- WORK REQUIRED -
Hunt through the entries for the word "from" and copy each line in which it appears.
┌──
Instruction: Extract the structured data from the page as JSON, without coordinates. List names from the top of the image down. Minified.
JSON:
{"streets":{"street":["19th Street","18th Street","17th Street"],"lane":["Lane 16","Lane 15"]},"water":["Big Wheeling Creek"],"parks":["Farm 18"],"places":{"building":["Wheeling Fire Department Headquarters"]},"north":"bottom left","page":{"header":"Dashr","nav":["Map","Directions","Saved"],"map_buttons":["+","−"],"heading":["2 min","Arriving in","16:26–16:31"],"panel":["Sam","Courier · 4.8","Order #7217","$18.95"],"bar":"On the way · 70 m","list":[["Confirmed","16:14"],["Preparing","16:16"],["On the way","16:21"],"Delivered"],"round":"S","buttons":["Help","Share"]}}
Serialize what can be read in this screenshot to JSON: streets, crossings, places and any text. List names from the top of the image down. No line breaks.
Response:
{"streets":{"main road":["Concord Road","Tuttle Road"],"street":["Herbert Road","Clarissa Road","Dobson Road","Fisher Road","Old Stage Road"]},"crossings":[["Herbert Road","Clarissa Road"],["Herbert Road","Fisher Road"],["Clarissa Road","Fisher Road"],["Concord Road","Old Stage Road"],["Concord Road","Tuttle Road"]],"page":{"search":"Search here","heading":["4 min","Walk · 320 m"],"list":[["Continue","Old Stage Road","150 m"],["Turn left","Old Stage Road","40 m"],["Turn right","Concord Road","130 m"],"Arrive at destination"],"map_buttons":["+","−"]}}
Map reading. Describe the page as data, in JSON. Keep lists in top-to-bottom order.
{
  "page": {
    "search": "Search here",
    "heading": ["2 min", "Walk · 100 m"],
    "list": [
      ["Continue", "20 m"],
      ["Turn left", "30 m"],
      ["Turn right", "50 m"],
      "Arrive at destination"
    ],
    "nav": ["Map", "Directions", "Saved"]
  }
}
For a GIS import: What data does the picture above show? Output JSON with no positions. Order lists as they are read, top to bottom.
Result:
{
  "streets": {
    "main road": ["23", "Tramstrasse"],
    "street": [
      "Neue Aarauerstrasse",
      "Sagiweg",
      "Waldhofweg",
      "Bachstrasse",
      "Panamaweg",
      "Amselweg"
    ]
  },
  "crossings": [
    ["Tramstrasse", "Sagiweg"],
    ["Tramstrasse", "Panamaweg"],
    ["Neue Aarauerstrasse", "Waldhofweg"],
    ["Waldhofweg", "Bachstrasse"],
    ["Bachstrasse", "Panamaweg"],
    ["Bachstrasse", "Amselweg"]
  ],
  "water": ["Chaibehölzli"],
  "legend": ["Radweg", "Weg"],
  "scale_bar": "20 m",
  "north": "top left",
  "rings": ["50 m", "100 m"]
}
└──
- RESULT BELOW -
Instruction: Extract the structured data from the page as JSON, without coordinates. List names from the top of the image down. Minified.
Serialize what can be read in this screenshot to JSON: streets, crossings, places and any text. List names from the top of the image down. No line breaks.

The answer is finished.